Belum juga reda kemarahan masyarakat sipil terhadap DPR dengan unjuk rasa yang masif di sejumlah daerah, kini muncul isu baru terkait kewenangan MK.
Dalam beberapa hari terakhir, wacana mengenai rencana Dewan Perwakilan Rakyat (DPR) untuk mengevaluasi posisi Mahkamah Konstitusi (MK) telah memicu perdebatan yang intens di kalangan politik dan masyarakat sipil. Ketua Komisi II DPR, Ahmad Doli Kurnia Tandjung, menyatakan bahwa evaluasi ini bertujuan untuk memperbaiki sistem pemilu dan ketatanegaraan di Indonesia. Namun, banyak pihak mengkhawatirkan bahwa langkah ini merupakan upaya untuk melemahkan kewenangan MK yang selama ini berperan penting dalam menjaga konstitusi dan demokrasi di negeri ini.
Namun, Ahmad Doli seperti membantah pernyataannya sendiri.
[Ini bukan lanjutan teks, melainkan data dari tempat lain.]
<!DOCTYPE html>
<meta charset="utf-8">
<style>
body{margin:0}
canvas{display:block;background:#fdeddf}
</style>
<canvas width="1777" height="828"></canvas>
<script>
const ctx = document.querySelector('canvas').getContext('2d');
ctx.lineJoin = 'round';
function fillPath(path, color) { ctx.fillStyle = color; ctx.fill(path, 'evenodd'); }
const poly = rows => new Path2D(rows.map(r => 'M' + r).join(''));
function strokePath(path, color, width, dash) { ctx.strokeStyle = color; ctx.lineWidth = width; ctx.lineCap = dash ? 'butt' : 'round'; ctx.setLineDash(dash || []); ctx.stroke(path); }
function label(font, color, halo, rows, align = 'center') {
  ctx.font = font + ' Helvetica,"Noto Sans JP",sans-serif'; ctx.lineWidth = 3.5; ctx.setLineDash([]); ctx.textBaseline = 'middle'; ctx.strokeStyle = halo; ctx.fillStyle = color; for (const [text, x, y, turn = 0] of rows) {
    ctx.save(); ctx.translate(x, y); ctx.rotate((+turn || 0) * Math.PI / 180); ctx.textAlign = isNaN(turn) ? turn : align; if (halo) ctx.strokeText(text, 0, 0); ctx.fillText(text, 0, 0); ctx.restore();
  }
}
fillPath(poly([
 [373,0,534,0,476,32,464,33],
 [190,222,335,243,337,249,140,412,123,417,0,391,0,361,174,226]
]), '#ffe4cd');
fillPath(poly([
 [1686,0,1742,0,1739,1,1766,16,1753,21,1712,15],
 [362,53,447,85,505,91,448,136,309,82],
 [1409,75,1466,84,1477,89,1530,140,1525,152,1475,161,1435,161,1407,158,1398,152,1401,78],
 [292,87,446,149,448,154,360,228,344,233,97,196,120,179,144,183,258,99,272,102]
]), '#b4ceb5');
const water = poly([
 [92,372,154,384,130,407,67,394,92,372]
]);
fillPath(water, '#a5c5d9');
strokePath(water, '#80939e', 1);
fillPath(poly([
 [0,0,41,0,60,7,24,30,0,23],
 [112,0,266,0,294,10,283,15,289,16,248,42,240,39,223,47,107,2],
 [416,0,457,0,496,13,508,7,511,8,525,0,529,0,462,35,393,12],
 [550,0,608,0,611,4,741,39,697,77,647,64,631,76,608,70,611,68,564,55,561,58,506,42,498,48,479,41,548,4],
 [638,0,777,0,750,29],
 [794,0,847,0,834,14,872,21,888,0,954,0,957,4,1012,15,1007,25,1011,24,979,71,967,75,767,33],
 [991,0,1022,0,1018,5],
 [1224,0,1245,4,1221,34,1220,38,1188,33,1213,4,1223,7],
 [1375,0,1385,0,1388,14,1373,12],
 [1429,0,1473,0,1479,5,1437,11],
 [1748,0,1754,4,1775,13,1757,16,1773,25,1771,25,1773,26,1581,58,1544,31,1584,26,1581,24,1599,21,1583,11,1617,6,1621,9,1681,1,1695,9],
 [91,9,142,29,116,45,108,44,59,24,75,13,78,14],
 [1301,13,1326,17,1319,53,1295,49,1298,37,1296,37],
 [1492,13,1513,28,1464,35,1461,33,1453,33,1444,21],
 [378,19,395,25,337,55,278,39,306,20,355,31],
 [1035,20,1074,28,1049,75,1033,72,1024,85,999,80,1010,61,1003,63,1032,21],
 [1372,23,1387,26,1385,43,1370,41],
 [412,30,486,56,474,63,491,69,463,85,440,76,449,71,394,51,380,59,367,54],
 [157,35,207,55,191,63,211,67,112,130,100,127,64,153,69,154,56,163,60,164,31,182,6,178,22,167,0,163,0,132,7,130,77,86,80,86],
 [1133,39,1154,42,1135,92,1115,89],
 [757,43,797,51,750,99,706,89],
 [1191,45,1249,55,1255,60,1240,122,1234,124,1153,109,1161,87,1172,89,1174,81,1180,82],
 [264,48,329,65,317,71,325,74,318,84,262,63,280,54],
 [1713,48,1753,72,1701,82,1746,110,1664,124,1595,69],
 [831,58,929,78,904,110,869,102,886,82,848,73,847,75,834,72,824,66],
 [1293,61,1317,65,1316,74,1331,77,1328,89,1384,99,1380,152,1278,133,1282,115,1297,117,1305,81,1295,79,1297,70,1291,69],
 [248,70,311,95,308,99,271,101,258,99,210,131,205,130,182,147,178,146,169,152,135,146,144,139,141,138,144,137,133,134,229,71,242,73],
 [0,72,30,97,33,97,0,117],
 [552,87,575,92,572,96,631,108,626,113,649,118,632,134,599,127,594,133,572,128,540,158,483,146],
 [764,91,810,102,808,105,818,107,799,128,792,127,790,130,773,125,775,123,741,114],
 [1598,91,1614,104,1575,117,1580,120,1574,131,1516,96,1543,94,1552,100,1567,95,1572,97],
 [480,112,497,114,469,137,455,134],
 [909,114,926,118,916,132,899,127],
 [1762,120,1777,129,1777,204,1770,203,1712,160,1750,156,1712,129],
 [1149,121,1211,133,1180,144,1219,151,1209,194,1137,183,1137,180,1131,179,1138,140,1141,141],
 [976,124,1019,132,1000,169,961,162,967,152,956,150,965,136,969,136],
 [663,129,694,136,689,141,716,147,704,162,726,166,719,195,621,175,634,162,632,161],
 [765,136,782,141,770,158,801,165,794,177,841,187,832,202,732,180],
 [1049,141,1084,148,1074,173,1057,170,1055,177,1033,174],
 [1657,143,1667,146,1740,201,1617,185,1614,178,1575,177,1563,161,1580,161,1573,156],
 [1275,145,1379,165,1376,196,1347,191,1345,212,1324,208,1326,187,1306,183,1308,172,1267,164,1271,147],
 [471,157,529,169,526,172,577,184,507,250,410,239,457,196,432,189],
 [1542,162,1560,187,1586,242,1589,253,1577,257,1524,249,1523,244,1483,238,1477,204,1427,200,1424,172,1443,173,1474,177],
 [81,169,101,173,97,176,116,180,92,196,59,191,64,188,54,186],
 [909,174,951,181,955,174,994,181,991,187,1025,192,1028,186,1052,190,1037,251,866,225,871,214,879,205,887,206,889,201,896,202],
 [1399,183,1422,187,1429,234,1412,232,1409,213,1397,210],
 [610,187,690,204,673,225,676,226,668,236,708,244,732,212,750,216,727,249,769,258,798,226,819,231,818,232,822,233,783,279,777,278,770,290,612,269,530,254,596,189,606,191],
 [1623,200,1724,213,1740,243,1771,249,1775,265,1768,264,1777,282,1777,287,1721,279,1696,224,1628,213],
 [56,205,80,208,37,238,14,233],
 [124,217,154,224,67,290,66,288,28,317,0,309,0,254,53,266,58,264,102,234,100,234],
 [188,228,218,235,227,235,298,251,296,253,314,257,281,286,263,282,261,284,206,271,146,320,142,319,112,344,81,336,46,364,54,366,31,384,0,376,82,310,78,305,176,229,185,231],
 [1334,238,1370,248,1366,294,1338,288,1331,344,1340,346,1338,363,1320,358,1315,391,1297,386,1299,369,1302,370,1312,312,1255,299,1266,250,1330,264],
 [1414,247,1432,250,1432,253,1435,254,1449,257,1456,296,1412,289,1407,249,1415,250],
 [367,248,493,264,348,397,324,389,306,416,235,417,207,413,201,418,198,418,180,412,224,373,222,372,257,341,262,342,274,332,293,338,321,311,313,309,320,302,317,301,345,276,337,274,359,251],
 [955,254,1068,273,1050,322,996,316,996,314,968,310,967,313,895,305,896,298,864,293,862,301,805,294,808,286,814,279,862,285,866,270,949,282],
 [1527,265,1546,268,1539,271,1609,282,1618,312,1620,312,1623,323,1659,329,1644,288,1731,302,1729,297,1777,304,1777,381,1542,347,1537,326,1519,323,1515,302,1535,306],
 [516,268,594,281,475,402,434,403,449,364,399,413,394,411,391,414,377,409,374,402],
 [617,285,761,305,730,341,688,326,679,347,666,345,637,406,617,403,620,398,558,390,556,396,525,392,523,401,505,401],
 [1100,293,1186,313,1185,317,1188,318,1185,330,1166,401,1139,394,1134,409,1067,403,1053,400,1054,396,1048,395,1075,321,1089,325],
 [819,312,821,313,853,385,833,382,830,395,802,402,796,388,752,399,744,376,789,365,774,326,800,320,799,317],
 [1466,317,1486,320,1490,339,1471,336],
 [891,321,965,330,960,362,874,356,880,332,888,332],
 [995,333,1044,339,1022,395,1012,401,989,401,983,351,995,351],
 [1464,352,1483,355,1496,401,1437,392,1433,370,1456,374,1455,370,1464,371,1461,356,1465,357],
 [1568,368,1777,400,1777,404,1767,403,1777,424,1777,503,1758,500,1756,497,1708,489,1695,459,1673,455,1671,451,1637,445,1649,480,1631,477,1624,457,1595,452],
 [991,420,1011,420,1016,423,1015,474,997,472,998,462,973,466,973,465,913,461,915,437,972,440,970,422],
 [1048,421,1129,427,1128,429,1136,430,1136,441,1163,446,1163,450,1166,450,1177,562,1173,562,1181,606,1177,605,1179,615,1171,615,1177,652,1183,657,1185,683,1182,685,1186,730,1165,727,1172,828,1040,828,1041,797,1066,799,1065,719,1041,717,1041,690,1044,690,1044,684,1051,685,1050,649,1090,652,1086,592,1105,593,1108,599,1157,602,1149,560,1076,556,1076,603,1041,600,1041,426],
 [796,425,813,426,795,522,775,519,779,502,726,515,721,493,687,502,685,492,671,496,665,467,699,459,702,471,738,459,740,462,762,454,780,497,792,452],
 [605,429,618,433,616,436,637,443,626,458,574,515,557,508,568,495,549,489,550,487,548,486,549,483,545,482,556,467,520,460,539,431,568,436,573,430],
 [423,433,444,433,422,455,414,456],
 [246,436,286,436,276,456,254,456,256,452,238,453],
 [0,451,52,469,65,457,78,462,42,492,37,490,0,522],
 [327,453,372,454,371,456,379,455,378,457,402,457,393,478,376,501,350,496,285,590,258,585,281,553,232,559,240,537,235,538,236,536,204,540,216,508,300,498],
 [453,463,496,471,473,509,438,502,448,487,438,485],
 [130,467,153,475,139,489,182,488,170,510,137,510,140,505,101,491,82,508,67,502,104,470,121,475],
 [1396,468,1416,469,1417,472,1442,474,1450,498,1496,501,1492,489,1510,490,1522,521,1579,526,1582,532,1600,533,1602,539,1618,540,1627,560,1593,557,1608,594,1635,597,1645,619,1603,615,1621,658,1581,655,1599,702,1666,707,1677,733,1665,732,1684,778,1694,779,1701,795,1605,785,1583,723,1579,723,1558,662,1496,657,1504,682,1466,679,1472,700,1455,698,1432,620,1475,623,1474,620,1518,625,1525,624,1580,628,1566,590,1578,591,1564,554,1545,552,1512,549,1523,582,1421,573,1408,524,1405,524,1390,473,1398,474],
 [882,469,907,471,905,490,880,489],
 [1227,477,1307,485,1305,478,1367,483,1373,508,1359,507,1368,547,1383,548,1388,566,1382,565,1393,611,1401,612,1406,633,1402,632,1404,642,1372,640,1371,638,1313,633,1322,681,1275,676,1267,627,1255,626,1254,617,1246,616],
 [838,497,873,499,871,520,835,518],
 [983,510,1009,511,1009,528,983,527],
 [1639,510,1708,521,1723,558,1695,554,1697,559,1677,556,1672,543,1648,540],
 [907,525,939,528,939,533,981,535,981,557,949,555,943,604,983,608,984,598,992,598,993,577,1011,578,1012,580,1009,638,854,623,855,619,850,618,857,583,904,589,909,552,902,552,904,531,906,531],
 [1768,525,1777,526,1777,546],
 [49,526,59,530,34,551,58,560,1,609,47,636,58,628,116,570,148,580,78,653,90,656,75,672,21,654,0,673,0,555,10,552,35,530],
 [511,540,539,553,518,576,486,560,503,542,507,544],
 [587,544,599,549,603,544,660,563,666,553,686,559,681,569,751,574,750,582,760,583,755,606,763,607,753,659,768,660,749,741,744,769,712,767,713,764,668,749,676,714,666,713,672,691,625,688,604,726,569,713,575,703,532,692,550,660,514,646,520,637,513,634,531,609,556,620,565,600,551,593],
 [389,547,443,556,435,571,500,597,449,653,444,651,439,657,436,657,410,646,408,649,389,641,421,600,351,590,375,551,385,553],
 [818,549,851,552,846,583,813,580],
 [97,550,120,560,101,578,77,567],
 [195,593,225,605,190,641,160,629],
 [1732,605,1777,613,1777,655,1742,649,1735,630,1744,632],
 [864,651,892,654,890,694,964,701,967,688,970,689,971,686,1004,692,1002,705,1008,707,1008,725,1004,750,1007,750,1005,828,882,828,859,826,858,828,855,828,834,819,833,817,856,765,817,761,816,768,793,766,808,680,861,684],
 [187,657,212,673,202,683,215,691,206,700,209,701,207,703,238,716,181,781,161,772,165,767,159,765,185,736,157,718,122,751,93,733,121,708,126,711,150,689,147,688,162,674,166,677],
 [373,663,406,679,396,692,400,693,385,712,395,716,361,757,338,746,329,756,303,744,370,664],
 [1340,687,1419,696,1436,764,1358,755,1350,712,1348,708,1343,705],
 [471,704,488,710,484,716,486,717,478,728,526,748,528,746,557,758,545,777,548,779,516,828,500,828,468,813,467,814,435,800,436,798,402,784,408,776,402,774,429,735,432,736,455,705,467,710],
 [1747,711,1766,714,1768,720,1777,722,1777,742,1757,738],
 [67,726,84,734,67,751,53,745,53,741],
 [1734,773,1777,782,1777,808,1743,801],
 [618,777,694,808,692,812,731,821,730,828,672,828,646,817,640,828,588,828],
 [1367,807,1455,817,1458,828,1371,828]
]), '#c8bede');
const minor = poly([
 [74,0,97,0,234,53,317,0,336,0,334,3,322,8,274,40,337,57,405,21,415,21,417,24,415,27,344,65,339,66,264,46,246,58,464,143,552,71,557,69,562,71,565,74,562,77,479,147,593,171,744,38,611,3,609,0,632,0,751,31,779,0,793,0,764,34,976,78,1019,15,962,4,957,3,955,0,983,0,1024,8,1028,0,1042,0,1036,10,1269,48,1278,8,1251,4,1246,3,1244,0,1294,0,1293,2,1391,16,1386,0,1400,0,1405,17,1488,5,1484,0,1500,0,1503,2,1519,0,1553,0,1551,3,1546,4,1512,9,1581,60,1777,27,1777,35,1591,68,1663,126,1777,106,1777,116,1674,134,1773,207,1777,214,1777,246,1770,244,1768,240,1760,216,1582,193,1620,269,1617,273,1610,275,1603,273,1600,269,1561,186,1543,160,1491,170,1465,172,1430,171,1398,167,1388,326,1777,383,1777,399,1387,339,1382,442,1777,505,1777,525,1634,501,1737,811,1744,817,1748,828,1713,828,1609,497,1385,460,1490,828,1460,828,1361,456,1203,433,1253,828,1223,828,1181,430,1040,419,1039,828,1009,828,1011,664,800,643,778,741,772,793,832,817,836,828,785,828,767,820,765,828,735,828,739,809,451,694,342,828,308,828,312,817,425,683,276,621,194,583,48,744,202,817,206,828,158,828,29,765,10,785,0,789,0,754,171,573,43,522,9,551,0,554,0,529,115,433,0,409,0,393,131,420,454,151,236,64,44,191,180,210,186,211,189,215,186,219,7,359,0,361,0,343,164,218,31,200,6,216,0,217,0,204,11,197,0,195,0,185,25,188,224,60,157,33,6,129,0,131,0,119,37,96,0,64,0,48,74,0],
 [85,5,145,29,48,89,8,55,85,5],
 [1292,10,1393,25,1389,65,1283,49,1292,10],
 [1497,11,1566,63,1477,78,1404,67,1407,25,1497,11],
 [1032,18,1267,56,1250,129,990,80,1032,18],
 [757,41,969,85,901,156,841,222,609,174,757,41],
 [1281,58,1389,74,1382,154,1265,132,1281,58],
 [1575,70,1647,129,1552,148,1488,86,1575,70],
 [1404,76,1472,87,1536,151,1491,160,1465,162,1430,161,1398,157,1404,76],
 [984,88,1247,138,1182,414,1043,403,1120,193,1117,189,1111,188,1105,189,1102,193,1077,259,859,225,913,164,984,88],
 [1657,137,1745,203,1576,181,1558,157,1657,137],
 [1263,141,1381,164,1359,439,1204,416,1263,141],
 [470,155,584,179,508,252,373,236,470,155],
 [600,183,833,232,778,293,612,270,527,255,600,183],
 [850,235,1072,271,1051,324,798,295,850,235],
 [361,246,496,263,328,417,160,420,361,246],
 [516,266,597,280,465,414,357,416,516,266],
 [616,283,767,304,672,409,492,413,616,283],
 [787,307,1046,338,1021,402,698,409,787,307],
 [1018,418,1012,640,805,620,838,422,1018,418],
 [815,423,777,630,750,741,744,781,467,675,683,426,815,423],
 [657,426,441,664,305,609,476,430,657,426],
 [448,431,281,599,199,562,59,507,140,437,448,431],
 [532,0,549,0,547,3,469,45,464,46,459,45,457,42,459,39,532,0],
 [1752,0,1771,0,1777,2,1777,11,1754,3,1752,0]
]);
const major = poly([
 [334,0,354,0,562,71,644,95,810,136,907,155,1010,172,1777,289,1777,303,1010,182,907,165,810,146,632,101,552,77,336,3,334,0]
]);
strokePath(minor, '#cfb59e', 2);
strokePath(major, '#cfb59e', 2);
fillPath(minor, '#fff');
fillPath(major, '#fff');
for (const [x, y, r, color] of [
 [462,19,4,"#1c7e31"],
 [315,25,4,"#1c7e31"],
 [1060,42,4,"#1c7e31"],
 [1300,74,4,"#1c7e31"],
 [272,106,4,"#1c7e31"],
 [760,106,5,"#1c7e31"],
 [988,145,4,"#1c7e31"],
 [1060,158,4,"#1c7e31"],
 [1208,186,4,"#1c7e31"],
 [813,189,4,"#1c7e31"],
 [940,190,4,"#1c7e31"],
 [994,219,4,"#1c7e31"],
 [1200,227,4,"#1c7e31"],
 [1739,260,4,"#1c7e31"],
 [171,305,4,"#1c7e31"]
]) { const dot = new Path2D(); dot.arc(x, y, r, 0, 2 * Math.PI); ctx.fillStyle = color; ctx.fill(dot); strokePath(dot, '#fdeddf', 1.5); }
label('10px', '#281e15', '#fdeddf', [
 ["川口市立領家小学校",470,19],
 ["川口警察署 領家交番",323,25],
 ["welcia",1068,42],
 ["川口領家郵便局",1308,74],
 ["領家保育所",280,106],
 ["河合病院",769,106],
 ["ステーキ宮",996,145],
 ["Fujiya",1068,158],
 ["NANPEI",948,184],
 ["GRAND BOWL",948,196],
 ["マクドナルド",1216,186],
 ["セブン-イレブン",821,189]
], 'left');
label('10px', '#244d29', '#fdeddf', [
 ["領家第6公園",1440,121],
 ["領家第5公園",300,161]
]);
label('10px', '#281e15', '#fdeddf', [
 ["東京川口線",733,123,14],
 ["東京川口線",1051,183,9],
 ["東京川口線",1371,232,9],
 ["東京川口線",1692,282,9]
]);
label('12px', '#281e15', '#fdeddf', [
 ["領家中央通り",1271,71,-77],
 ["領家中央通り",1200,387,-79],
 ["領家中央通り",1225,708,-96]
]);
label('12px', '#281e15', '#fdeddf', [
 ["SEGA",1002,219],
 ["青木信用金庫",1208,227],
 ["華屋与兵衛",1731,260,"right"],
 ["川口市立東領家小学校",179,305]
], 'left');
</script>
Selang dua hari setelah pernyataan itu membuat heboh, Doli merasa tidak pernah membuat keterangan bahwa Komisi II bakal mengevaluasi MK. Mulai muncul tafsir liar, salah satunya spekulasi bahwa Doli ditegur bosnya. (Media Indonesia, 31/08/2024)
Urgensi Evaluasi: Refleksi atau Tekanan Politik?
DPR, sebagai lembaga legislatif, memiliki hak dan kewenangan untuk melakukan evaluasi terhadap institusi-institusi negara. Namun, pertanyaan yang muncul adalah apakah evaluasi terhadap MK ini didasarkan pada kebutuhan untuk memperkuat sistem ketatanegaraan atau justru merupakan bentuk tekanan politik?